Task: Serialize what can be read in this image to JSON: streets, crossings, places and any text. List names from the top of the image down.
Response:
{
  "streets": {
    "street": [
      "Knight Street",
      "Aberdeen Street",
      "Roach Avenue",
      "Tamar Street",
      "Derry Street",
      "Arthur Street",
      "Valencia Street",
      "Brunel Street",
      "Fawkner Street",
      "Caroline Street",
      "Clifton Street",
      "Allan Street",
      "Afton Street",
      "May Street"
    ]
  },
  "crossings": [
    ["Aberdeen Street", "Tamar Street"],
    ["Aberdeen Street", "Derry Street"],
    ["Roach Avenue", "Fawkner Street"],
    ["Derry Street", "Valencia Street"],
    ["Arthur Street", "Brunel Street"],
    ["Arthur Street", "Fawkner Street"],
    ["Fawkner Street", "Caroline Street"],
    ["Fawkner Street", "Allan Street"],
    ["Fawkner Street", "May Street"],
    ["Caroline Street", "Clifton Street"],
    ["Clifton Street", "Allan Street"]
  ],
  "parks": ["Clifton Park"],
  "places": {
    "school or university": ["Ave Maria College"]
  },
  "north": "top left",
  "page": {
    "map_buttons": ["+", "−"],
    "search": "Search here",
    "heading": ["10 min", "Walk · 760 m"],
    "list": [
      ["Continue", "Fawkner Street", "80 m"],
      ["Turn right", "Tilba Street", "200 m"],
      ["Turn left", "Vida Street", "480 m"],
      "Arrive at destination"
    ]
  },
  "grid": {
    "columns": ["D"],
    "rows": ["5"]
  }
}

======

#### [EXERCISE AIM]
Restate the data above word for word, omitting nothing.

#### [EXERCISE RESPONSE]
Task: Serialize what can be read in this image to JSON: streets, crossings, places and any text. List names from the top of the image down.
Response:
{
  "streets": {
    "street": [
      "Knight Street",
      "Aberdeen Street",
      "Roach Avenue",
      "Tamar Street",
      "Derry Street",
      "Arthur Street",
      "Valencia Street",
      "Brunel Street",
      "Fawkner Street",
      "Caroline Street",
      "Clifton Street",
      "Allan Street",
      "Afton Street",
      "May Street"
    ]
  },
  "crossings": [
    ["Aberdeen Street", "Tamar Street"],
    ["Aberdeen Street", "Derry Street"],
    ["Roach Avenue", "Fawkner Street"],
    ["Derry Street", "Valencia Street"],
    ["Arthur Street", "Brunel Street"],
    ["Arthur Street", "Fawkner Street"],
    ["Fawkner Street", "Caroline Street"],
    ["Fawkner Street", "Allan Street"],
    ["Fawkner Street", "May Street"],
    ["Caroline Street", "Clifton Street"],
    ["Clifton Street", "Allan Street"]
  ],
  "parks": ["Clifton Park"],
  "places": {
    "school or university": ["Ave Maria College"]
  },
  "north": "top left",
  "page": {
    "map_buttons": ["+", "−"],
    "search": "Search here",
    "heading": ["10 min", "Walk · 760 m"],
    "list": [
      ["Continue", "Fawkner Street", "80 m"],
      ["Turn right", "Tilba Street", "200 m"],
      ["Turn left", "Vida Street", "480 m"],
      "Arrive at destination"
    ]
  },
  "grid": {
    "columns": ["D"],
    "rows": ["5"]
  }
}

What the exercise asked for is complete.